This case is before the Court again, now on plaintiff’s objections to defendants’ desegregation plan which was filed herein pursuant to an order of this Court dated October 2, 1965. The plan admittedly substantially complies with the order of the Court as containing the Singleton requirements in such case. The objections in the main are directed actually at the order of the Court because the plan does substantially conform thereto. It may be conceded that any plan in any kind of contested case is always vulnerable to destructive criticism.
The Court has very carefully examined and studied the evidence in this case, including an affidavit and a deposition of the superintendent of the school district, along with a careful consideration of the plan of desegregation which seems to this Court to conform with the Singleton requirements in this Circuit. Now it is urged that a plan to commence integration of the school prior to September 1966 to some degree is imperative. Significantly, the community and the school and the NAACP are satisfied with this *615plan as evidenced by their agreement as to their settlement of grievances as published in a Natchez paper on December 4,1965. Surely, public sentiment against integration of the schools, and any condition of present unrest in the community can have no effect on the duty of the school to desegregate in strict accordance with the requirements of law. The probabilities are that plaintiff has mistakenly attached undue significance to this circumstance which is mentioned several times in the record as an existing fact.

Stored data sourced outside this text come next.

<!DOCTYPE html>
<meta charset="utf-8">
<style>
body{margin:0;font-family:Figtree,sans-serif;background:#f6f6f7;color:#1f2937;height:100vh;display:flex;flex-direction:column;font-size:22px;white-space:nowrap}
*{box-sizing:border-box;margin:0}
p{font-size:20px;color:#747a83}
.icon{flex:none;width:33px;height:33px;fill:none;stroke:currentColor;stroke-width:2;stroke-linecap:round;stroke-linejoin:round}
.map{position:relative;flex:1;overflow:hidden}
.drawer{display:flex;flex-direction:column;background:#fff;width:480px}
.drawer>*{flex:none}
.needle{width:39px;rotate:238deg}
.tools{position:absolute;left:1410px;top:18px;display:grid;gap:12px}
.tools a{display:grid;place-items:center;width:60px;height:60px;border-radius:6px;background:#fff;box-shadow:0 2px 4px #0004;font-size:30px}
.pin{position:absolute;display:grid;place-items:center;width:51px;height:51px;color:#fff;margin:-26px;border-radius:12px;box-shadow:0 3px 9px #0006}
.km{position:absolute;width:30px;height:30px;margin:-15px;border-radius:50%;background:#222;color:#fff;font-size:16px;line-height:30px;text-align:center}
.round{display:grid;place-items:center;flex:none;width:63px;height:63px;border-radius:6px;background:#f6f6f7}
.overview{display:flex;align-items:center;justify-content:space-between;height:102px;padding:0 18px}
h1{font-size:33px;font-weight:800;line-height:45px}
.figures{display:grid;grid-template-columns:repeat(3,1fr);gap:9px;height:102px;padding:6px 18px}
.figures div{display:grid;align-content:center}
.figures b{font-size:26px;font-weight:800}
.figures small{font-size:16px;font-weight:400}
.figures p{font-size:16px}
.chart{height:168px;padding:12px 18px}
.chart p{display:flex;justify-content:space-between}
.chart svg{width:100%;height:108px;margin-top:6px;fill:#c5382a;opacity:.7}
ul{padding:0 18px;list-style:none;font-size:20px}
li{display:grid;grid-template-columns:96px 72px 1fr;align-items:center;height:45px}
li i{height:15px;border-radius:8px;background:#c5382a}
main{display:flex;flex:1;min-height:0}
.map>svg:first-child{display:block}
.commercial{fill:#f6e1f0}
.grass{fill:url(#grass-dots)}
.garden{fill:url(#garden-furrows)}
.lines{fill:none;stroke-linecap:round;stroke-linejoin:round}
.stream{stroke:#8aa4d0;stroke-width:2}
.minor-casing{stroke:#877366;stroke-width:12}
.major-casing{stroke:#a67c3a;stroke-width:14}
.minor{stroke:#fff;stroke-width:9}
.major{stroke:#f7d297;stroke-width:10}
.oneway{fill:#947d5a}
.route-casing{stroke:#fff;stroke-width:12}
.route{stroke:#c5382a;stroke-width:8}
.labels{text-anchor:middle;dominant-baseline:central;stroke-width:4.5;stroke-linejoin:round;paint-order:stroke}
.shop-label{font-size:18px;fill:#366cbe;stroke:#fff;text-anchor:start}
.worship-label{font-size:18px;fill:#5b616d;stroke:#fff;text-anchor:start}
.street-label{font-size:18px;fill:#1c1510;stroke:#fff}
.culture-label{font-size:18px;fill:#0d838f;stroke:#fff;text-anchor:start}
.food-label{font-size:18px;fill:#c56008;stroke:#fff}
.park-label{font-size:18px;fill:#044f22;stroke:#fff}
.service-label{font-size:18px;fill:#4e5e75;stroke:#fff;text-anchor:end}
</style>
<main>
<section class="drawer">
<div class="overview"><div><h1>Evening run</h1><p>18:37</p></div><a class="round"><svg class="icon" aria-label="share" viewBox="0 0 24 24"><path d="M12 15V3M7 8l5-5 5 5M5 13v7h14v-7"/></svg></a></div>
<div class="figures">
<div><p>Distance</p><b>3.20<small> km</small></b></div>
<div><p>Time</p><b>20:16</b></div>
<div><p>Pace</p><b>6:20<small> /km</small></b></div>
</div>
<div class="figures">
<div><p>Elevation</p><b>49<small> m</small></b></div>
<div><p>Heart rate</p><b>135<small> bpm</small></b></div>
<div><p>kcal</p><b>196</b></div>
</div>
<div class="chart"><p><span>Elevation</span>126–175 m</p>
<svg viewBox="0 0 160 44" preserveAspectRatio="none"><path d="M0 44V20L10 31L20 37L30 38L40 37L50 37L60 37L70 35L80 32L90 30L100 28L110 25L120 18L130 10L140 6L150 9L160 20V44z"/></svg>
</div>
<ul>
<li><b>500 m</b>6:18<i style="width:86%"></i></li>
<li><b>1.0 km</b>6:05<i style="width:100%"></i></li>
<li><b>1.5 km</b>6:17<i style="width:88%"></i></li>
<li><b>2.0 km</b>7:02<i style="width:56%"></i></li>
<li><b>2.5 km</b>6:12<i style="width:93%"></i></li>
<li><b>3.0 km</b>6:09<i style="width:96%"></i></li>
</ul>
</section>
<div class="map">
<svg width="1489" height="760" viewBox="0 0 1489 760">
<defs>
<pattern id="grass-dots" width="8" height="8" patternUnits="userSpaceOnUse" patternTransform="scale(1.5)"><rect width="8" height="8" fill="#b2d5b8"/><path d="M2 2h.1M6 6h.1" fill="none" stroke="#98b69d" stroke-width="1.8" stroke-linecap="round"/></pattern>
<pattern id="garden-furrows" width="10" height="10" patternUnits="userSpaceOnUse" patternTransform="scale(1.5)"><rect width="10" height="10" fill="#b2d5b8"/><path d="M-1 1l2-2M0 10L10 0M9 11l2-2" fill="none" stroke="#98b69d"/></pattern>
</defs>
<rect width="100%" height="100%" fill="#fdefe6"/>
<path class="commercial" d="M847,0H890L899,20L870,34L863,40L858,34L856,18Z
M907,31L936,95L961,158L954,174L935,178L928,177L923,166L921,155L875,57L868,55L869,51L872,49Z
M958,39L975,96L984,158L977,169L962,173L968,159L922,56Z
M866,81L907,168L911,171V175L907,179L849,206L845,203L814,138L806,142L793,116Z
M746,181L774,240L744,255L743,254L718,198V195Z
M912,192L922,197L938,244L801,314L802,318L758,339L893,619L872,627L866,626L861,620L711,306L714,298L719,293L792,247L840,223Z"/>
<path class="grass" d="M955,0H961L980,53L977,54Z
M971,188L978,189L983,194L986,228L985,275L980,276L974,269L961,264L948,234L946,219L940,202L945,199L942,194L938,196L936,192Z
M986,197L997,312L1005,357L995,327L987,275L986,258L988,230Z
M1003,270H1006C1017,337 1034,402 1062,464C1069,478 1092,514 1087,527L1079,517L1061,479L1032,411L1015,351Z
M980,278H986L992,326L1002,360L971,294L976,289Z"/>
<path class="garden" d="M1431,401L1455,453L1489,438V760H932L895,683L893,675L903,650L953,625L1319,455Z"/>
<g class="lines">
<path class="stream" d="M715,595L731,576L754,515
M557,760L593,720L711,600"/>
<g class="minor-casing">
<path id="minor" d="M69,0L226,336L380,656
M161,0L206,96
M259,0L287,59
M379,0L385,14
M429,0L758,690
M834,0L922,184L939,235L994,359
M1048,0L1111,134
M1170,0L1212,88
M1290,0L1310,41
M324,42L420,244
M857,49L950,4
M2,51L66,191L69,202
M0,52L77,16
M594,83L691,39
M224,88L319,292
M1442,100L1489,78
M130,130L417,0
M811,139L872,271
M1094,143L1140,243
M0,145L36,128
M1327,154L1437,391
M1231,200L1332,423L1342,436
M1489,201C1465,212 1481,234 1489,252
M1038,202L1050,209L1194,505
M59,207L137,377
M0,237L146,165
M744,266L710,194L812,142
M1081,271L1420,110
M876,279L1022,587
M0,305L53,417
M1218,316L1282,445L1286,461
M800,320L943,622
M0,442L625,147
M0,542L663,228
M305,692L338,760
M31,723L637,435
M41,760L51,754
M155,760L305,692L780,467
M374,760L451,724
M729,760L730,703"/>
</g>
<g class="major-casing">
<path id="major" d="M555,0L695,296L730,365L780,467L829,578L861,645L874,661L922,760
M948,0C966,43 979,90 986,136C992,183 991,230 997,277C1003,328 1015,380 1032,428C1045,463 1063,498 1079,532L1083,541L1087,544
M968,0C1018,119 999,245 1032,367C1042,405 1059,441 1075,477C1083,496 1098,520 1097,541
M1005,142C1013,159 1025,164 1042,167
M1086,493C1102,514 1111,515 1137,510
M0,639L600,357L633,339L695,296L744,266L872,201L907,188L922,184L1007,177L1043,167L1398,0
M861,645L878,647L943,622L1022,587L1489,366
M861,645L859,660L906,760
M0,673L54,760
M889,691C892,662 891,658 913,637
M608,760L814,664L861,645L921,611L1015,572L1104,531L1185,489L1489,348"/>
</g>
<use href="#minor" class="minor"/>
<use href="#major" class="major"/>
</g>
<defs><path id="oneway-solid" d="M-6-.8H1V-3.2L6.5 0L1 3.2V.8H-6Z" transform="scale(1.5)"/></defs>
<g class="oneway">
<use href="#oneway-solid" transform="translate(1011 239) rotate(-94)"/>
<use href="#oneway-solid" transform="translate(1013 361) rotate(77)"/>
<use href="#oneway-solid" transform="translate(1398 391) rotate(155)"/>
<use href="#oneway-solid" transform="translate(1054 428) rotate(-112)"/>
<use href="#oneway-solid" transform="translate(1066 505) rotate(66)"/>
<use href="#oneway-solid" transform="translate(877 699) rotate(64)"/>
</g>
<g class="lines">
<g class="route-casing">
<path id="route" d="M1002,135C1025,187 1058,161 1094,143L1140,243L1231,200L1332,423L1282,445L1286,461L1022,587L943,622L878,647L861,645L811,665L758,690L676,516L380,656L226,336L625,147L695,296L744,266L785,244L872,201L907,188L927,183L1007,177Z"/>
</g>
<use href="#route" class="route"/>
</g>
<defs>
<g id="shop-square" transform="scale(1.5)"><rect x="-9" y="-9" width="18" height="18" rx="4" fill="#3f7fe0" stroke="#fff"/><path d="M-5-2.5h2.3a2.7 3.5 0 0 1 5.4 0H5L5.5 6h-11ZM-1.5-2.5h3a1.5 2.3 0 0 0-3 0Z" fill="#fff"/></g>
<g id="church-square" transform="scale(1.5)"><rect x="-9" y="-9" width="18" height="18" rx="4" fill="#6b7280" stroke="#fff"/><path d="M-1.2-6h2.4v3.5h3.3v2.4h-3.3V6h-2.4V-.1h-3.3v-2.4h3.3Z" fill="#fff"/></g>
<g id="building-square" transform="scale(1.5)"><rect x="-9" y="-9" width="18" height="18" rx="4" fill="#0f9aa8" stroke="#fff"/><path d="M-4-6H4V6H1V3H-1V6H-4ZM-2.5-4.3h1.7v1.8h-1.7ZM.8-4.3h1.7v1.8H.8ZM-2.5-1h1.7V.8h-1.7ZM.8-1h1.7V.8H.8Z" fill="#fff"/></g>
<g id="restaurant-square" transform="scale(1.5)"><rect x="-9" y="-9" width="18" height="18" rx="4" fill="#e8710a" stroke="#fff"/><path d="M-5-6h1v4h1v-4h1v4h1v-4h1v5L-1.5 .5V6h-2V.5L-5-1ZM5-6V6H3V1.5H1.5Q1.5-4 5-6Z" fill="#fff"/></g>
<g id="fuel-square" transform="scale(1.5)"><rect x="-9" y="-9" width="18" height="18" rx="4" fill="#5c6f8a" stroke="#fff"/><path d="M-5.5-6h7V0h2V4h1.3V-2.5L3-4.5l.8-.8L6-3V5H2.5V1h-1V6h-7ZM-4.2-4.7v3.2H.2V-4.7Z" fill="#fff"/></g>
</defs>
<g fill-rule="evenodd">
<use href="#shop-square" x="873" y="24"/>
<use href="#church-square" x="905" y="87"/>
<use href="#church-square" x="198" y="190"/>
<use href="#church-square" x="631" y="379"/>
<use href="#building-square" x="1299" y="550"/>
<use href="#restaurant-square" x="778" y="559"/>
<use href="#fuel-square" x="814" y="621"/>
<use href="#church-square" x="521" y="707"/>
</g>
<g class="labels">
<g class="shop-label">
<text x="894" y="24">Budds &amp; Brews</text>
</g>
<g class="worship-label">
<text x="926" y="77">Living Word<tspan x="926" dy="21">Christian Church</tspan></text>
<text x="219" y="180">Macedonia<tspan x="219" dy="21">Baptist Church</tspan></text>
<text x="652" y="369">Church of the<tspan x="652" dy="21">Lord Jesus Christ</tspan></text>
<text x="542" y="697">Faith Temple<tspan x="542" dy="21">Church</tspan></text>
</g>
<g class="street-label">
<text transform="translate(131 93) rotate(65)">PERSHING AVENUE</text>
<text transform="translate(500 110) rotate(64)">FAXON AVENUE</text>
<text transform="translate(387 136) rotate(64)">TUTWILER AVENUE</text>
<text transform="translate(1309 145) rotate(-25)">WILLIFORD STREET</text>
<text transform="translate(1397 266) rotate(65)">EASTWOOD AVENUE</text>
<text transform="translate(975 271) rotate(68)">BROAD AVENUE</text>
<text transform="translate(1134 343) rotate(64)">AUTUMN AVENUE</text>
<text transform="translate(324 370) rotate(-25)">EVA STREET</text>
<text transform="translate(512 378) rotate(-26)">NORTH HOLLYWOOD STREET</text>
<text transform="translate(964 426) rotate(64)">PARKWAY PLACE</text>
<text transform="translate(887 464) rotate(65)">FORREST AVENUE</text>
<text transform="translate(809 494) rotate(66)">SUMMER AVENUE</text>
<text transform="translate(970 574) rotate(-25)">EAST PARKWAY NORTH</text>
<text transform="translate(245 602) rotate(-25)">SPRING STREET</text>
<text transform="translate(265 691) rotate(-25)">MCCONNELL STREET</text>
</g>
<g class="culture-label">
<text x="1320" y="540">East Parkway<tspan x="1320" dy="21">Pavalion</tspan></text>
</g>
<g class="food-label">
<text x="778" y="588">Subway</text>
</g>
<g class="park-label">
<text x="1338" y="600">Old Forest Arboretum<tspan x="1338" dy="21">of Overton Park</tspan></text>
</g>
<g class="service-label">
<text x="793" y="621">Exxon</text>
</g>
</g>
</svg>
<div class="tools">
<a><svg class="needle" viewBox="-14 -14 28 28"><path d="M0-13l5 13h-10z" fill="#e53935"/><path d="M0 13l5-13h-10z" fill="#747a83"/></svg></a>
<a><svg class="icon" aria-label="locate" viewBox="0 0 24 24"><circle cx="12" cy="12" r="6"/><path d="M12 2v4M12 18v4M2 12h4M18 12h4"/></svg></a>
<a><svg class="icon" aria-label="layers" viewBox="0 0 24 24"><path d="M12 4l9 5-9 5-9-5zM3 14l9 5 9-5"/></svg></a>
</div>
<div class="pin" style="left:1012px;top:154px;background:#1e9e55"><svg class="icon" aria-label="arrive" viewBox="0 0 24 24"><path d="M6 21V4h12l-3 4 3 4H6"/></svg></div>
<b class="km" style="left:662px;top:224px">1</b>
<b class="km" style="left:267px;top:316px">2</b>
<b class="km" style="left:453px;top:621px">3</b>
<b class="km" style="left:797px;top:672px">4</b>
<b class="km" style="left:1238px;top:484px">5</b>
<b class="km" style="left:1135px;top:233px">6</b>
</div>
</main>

This complaint was not filed until after all students had registered for attendance at an assigned school on August 25-27, 1965. The evidence in this case shows with convincing clarity that a school session is not commenced or conducted by happenstance, or without considerable advanced study, planning and prearrangement whereat provision is made for an orderly and coordinated operation of the school and transportation facilities as a working unit.
The plaintiff now urges an acceleration of the plan to commence at the second semester which convened last Monday on January 24. Completely aside from the near state of anarchy which has existed at Natchez during recent months, the undisputed evidence and inescapable inferences from that evidence in this case is that any order of this Court at this time requiring immediate integration of two grades in the high schools would result in a complete demoralization of the school planned program; and in probable chaos and endless confusion in those grades, if such plan were availed of by any appreciable number of students. The further very convincing and undisputed facts and circumstances are that such a court-inspired plan would be made with no knowledge or idea of its effect; and with no intelligent arrangement for its proper execution and would result in vastly more injury than help to students of both races. Competent and qualified teachers, as well as available space and facilities at this school both present a problem which must be reckoned with and cannot be ignored as suggested. Impatience does not supply a helpful tool in handling this delicately poised school problem. The plaintiff’s expert witness did not support his contentions here, but said that there was no emergency situation in this school at Natchez, and he was not telling this Court that any need for emergency relief at Natchez existed because of any disparity of accommodations or facilities. The negro schools at Natchez are accredited by the association and its graduates can attend any school of their choice anywhere in this country.
There is nothing found by this Court in the requirements of the Singleton case to require this Court to cast its discretion to the winds and blindly follow an unchartered and poorly considered course just for the sake of forcing compliance with the Brown case now. It is vastly more important that the rights of these negro children be intelligently enforced and vouchsafed in a manner which will be most helpful to them and not completely destructive of the school. It is very significant that no student or parent or guardian of any student requested a transfer at registration in August 1965 to another school.
The plan for desegregation of this school is in substantial compliance with the order of the Court. It may be amended and changed and ultimately improved with experience and without jeopardizing or impairing the rights of any of these school children to a good education without too much outside meddling and interference from uninformed sources not versed in the problem of handling the myriad details incident to the complicated responsibility of operating fifteen schools attended by many thousand students.
The exceptions to this plan at present will be denied. The school will be expected by the Court to fully inform the students themselves or their parents or both through available news media of their rights at the proper time and sufficiently in advance of registration to enable them to avail thereof. A student *616attending school in Natchez for the first time should be assigned to a school completely without regard to the race of the student and without regard to whether or not the particular grade is desegregated at the time. The plan of desegregation in the main as filed on October 30, 1965 will be approved; but the Court will reserve the right to change, alter, amplify, add to or nullify the plan as necessities and proprieties may indicate. Since the hearing of this matter, the United States Court of Appeals for this Circuit in Singleton v. Jackson Municipal Separate School District, 355 F.2d 865, has made some adjustments in the plan followed in this case; and the plan of this school, therefore, should be amended and revised within thirty days to conform thereto.
An order accordingly may be presented.